- [RECORD SET]:
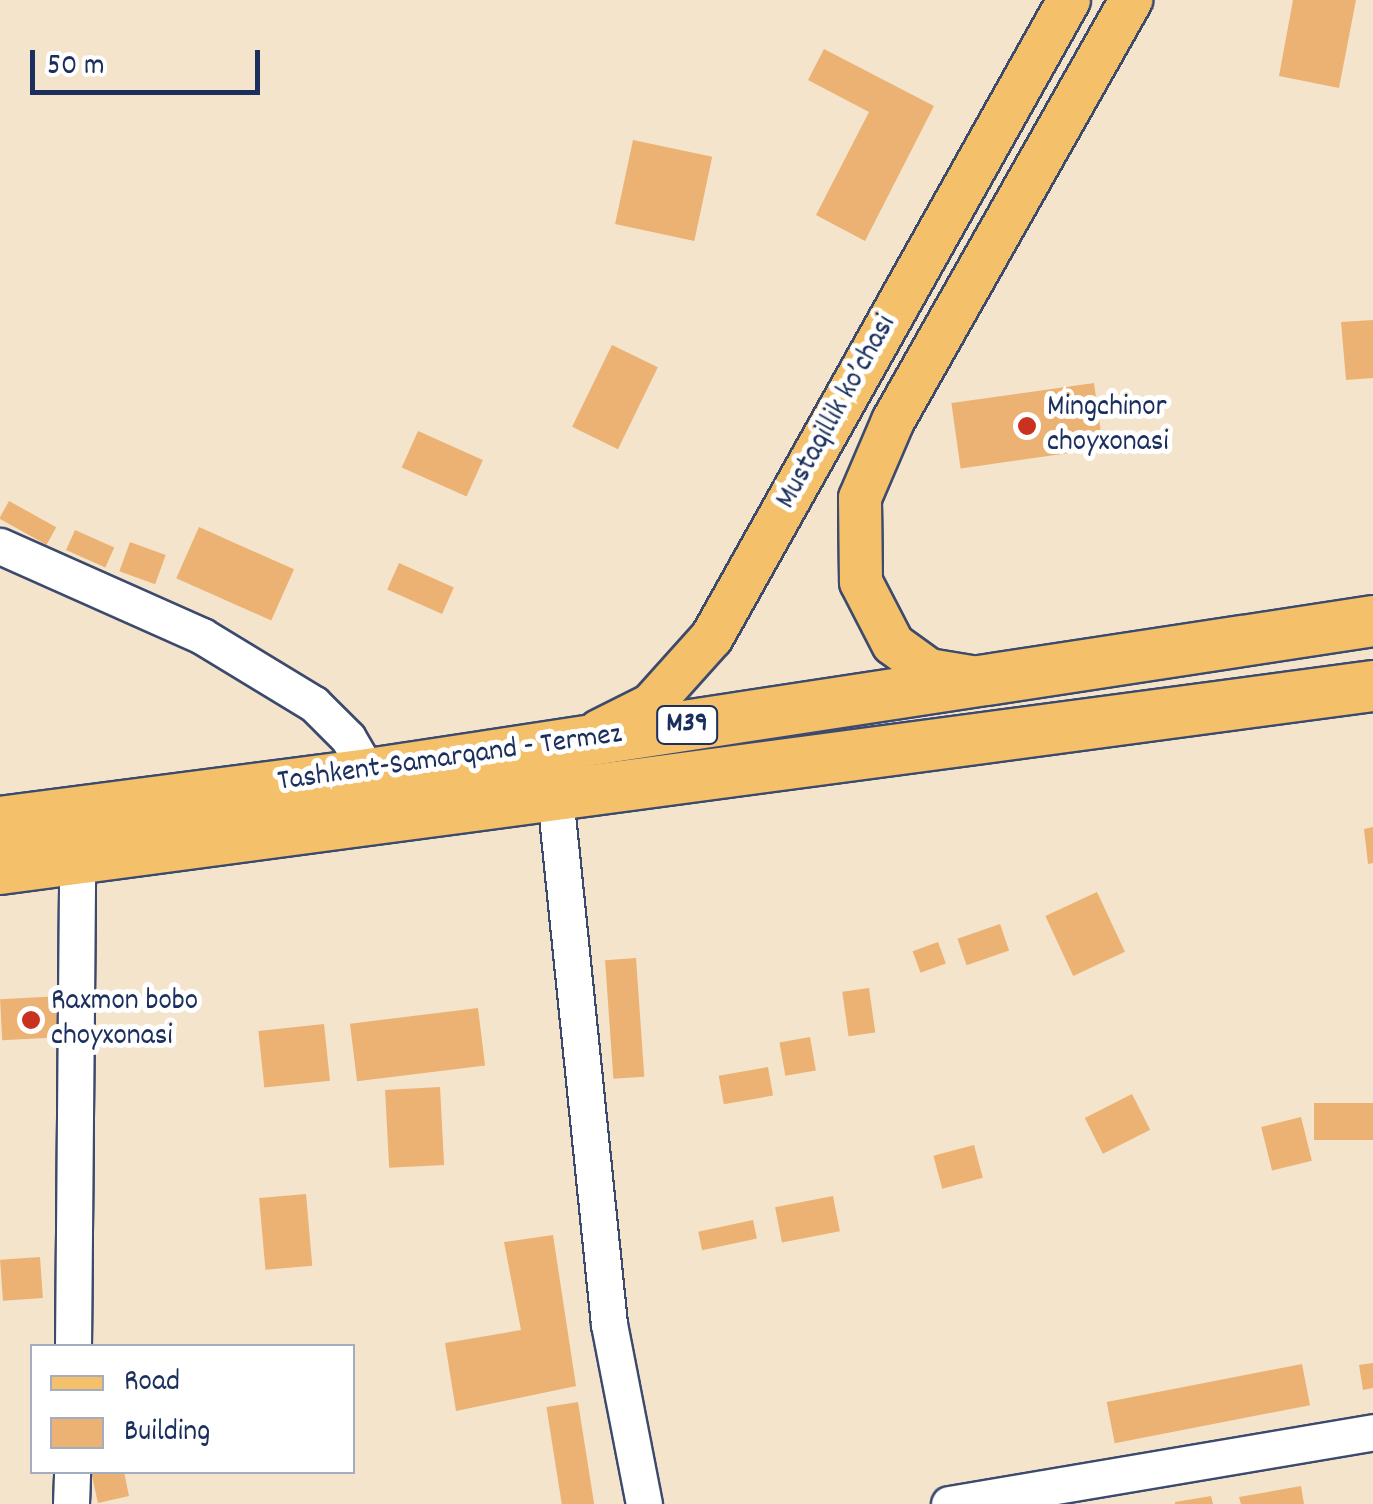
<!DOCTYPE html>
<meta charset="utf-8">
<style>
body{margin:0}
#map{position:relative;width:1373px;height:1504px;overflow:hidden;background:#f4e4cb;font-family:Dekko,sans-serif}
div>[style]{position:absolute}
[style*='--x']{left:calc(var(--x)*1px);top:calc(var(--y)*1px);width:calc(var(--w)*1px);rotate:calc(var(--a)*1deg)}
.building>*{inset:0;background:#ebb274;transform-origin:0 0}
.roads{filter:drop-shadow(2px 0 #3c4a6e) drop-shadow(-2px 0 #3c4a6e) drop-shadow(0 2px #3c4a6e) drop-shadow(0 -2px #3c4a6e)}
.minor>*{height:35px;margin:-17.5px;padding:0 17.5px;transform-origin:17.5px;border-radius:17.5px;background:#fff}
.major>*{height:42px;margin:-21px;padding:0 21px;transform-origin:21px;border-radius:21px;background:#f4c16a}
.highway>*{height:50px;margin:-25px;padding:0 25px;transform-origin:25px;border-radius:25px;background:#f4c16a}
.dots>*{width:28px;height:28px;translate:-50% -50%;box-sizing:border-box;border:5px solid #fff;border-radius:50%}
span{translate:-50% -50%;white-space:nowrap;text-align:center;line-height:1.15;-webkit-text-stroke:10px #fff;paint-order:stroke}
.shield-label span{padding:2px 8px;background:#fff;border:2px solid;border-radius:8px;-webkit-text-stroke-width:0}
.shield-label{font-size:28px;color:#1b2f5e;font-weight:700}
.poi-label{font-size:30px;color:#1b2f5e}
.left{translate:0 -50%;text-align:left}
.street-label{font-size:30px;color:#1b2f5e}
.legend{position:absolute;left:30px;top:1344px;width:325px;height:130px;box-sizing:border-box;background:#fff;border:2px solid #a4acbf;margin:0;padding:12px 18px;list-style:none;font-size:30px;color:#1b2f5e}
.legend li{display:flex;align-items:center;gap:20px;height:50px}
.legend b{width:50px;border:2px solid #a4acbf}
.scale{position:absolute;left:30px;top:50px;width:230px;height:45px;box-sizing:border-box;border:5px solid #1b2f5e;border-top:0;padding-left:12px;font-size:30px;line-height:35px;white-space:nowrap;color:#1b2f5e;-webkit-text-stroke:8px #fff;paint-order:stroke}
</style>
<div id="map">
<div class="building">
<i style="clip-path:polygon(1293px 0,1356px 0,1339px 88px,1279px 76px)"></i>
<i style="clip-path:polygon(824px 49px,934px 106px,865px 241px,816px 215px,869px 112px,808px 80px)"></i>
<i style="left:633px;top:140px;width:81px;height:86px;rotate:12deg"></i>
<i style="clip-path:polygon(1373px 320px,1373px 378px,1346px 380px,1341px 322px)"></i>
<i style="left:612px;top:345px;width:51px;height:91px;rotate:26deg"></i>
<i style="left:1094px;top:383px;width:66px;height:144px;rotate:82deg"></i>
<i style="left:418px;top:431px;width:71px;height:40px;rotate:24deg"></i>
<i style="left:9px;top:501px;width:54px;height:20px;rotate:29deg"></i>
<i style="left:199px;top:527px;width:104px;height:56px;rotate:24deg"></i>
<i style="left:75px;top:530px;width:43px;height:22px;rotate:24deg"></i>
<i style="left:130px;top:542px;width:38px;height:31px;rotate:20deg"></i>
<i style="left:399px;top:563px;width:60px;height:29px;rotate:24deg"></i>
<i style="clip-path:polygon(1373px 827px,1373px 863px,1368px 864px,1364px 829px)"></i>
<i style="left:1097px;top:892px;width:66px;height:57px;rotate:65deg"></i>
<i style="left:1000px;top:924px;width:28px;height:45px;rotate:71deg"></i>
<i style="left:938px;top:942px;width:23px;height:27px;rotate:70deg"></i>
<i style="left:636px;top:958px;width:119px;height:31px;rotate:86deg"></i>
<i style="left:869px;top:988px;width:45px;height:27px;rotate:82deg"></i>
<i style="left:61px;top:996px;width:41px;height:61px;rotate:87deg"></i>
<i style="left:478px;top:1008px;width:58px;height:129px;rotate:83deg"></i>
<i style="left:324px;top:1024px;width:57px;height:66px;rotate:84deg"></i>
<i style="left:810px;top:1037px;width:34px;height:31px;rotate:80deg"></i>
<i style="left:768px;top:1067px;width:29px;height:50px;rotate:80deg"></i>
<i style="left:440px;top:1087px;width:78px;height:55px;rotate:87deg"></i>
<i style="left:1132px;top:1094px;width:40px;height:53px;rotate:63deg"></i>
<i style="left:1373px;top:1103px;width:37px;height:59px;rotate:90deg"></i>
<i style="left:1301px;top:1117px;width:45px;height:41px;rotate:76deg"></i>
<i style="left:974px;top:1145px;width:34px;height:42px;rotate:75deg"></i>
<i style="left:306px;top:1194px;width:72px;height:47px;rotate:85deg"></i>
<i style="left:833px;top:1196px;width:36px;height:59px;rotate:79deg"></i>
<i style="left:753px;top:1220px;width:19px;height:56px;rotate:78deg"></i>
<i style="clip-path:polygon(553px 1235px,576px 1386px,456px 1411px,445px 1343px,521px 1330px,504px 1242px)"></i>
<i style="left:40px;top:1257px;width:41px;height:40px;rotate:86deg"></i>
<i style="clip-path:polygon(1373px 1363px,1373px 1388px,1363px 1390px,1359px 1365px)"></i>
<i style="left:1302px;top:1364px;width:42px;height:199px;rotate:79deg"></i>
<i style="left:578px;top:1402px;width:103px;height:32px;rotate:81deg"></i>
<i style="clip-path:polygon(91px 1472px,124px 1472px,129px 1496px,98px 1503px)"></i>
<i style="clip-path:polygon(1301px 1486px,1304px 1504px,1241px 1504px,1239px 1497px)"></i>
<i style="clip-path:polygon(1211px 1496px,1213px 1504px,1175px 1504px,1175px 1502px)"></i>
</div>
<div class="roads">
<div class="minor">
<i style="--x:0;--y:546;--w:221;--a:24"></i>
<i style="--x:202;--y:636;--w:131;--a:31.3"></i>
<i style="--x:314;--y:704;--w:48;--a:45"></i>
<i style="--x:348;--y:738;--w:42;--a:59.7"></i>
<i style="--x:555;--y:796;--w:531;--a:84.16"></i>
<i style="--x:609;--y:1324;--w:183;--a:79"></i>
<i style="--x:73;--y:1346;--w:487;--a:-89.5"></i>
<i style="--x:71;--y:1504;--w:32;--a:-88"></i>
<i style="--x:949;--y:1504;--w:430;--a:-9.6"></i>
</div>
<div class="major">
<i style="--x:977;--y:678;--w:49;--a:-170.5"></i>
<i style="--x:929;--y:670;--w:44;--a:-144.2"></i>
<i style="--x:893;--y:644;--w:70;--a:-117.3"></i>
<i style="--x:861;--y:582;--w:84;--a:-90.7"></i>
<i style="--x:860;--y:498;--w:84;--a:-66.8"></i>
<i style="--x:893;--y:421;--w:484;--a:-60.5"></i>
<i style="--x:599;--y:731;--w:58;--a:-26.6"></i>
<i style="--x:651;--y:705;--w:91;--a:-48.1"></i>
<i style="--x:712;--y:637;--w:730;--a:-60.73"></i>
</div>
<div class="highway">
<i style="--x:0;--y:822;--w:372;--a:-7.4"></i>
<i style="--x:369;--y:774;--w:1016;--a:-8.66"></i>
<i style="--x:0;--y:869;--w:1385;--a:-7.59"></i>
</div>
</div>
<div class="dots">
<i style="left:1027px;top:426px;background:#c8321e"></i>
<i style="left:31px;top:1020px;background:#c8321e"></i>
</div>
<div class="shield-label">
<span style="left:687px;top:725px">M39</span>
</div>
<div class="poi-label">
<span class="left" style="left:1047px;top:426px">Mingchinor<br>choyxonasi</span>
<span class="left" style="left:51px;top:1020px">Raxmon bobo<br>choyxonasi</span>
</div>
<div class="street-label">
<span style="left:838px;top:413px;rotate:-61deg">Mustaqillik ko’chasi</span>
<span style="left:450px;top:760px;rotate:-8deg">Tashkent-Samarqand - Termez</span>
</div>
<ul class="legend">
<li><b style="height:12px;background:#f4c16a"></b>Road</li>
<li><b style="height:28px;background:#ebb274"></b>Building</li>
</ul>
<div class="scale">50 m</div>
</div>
---
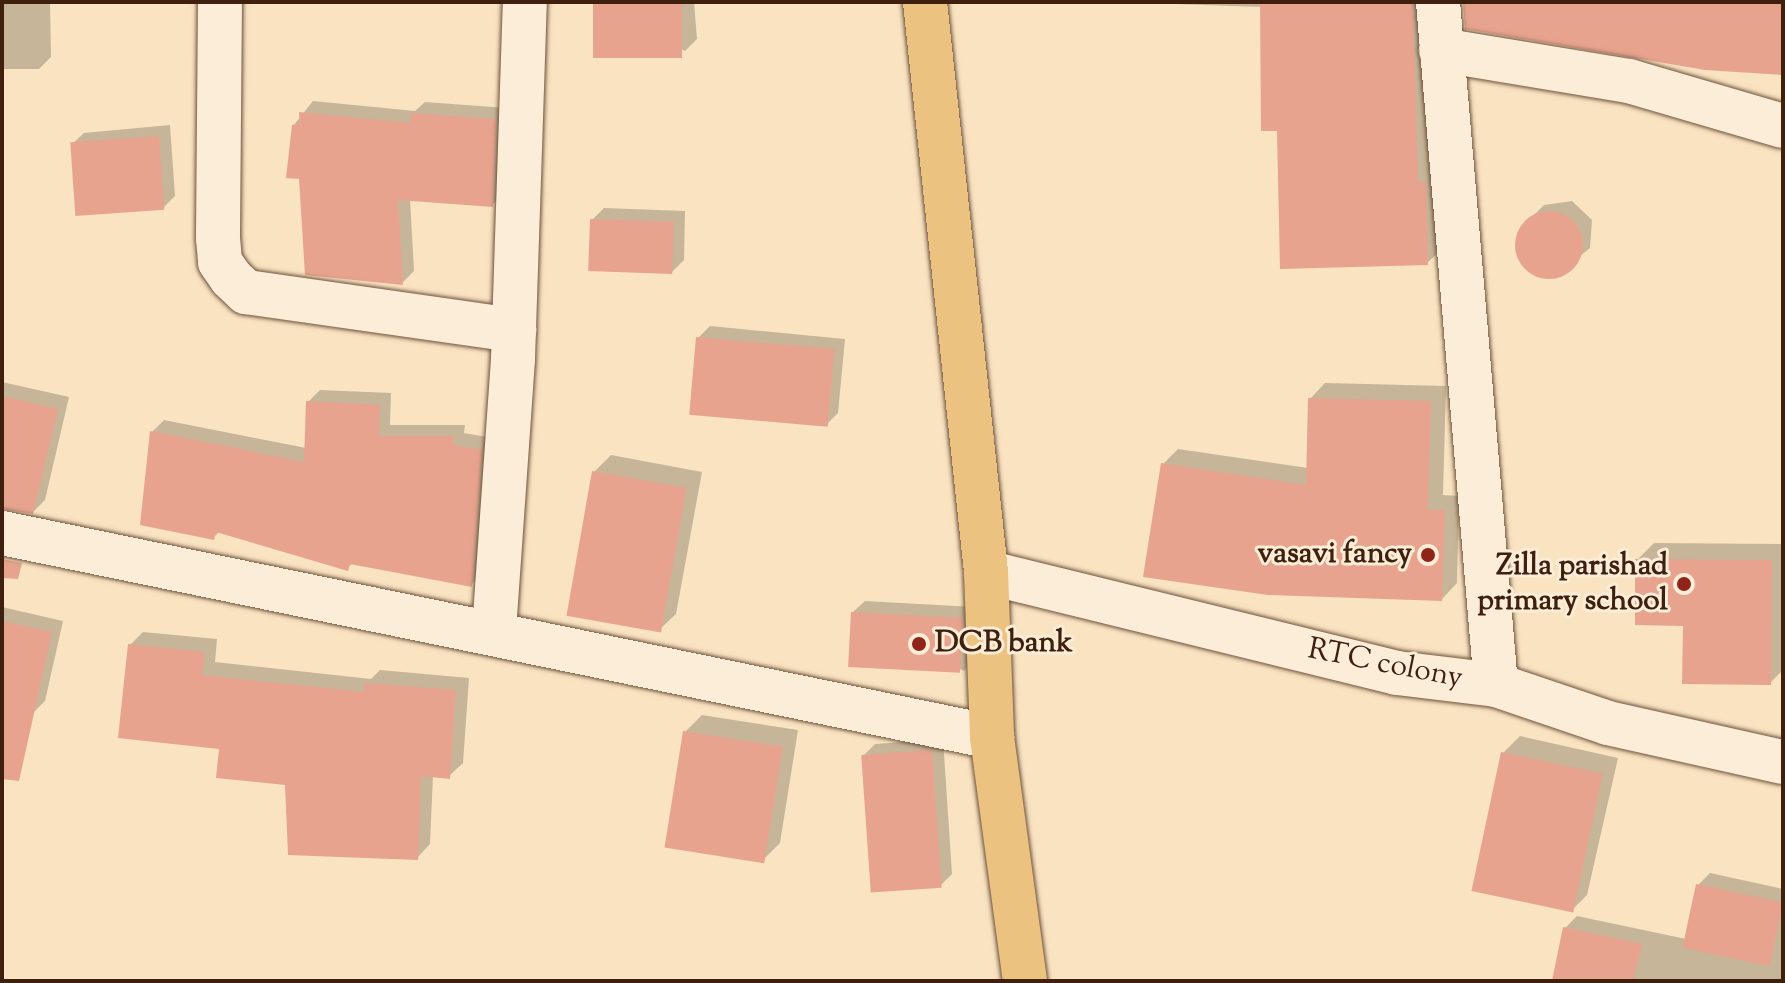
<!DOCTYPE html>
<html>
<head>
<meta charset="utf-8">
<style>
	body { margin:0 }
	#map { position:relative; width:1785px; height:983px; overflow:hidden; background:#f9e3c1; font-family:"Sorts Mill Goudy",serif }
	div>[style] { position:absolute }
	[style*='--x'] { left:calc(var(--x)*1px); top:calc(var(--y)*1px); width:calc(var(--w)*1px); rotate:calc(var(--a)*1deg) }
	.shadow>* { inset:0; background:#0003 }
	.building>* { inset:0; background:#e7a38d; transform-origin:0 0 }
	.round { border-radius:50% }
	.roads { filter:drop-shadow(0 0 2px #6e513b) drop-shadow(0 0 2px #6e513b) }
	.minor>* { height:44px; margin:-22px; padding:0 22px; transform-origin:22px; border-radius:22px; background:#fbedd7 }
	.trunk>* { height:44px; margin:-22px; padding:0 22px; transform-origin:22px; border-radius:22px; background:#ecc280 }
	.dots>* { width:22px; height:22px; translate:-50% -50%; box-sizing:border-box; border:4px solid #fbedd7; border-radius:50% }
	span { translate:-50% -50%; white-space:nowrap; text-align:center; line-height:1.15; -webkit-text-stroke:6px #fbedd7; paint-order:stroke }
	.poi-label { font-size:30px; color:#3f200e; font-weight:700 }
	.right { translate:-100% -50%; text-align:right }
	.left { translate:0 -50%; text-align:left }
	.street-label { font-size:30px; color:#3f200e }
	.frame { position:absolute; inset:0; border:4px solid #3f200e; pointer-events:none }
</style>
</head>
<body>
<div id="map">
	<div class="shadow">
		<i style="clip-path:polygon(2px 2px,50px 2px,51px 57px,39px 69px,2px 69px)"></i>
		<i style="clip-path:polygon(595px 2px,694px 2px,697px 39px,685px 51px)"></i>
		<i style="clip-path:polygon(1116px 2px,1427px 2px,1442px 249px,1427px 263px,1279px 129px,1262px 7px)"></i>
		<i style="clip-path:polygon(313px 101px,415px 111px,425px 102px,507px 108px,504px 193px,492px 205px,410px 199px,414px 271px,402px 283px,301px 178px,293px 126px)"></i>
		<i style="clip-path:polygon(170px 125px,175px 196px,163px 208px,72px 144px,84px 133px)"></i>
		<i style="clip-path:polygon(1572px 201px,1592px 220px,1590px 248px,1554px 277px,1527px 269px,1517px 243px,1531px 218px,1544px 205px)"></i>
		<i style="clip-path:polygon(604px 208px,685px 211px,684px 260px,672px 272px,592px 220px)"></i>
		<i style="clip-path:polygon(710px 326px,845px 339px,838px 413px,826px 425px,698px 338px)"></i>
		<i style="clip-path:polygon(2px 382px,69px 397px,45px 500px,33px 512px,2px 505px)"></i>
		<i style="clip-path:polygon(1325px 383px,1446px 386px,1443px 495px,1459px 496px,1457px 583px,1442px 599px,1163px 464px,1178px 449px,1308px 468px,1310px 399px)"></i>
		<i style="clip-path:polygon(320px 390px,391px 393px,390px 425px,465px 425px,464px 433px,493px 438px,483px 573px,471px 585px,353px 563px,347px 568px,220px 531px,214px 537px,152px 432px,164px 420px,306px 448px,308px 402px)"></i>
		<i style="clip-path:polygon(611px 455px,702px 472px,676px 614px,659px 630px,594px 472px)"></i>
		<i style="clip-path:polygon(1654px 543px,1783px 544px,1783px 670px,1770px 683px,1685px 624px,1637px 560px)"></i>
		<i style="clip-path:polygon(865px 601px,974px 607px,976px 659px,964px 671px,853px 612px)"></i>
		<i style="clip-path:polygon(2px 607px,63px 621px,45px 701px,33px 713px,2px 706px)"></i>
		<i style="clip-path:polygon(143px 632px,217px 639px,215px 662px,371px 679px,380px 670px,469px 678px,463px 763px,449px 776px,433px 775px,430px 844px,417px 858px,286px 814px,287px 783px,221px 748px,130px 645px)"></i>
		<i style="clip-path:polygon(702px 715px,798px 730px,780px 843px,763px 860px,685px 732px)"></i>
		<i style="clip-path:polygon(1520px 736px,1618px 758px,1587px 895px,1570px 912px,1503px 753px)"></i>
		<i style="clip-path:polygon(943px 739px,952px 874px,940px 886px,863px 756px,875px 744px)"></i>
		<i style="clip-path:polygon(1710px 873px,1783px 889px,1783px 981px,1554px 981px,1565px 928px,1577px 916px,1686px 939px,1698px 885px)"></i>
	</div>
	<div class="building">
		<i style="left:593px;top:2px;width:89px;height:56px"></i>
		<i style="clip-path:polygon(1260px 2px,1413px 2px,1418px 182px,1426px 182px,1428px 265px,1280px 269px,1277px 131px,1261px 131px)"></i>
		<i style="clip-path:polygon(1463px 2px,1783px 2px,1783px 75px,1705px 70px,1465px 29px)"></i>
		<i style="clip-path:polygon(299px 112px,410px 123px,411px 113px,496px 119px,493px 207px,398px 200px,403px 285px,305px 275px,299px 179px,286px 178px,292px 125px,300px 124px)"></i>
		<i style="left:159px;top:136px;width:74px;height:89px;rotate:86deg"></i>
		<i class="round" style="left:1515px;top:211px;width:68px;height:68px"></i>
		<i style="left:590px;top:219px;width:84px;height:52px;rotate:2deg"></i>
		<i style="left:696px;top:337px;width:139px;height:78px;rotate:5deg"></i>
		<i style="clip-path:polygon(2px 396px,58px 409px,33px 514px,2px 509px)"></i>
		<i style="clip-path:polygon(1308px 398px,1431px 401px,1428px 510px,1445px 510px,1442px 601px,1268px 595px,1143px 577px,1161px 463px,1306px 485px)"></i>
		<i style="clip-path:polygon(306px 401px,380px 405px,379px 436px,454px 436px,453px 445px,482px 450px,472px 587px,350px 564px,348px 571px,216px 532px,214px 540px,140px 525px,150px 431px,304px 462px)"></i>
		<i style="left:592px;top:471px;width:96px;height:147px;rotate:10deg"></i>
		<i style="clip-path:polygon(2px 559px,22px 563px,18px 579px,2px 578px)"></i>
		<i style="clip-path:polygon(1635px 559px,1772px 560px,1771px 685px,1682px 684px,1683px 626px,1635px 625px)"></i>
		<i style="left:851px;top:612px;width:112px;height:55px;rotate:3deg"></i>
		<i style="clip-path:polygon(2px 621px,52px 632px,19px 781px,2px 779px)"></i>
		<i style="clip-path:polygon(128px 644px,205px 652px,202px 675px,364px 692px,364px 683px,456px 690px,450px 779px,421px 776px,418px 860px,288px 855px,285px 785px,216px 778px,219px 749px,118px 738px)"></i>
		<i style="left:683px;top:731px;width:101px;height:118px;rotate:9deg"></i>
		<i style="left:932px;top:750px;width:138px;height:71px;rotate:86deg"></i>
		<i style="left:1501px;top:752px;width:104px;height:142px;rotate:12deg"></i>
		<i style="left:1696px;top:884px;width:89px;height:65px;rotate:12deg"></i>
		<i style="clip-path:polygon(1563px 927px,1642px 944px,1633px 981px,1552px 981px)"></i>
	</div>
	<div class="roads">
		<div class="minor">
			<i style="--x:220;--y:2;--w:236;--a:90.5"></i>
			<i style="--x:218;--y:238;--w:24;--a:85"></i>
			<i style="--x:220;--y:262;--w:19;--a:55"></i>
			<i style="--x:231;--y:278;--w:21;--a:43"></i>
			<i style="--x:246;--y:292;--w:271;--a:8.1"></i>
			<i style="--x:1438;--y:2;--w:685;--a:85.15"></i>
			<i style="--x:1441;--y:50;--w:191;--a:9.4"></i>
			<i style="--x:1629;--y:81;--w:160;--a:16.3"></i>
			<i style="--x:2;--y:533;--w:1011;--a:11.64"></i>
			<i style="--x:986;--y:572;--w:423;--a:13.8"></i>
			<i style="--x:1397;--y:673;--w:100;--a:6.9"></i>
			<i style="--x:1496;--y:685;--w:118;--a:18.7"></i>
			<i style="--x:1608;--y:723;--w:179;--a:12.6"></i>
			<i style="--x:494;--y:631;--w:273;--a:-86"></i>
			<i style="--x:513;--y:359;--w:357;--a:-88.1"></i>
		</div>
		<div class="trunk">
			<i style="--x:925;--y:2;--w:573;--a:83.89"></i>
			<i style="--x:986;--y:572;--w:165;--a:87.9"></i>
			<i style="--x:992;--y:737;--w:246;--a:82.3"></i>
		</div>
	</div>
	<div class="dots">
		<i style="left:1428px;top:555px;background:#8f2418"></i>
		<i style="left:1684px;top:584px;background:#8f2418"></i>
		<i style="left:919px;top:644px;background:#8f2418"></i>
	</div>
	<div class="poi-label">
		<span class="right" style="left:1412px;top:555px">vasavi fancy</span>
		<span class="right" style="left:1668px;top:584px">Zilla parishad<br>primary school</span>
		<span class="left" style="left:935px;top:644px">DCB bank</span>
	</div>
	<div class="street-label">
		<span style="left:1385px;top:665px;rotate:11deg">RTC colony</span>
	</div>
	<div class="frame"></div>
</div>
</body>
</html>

- [EXERCISE OBJECTIVE]: Every line in the data that holds the string "calc" should be copied.

- [EXPECTED ANSWER]:
[style*='--x']{left:calc(var(--x)*1px);top:calc(var(--y)*1px);width:calc(var(--w)*1px);rotate:calc(var(--a)*1deg)}
	[style*='--x'] { left:calc(var(--x)*1px); top:calc(var(--y)*1px); width:calc(var(--w)*1px); rotate:calc(var(--a)*1deg) }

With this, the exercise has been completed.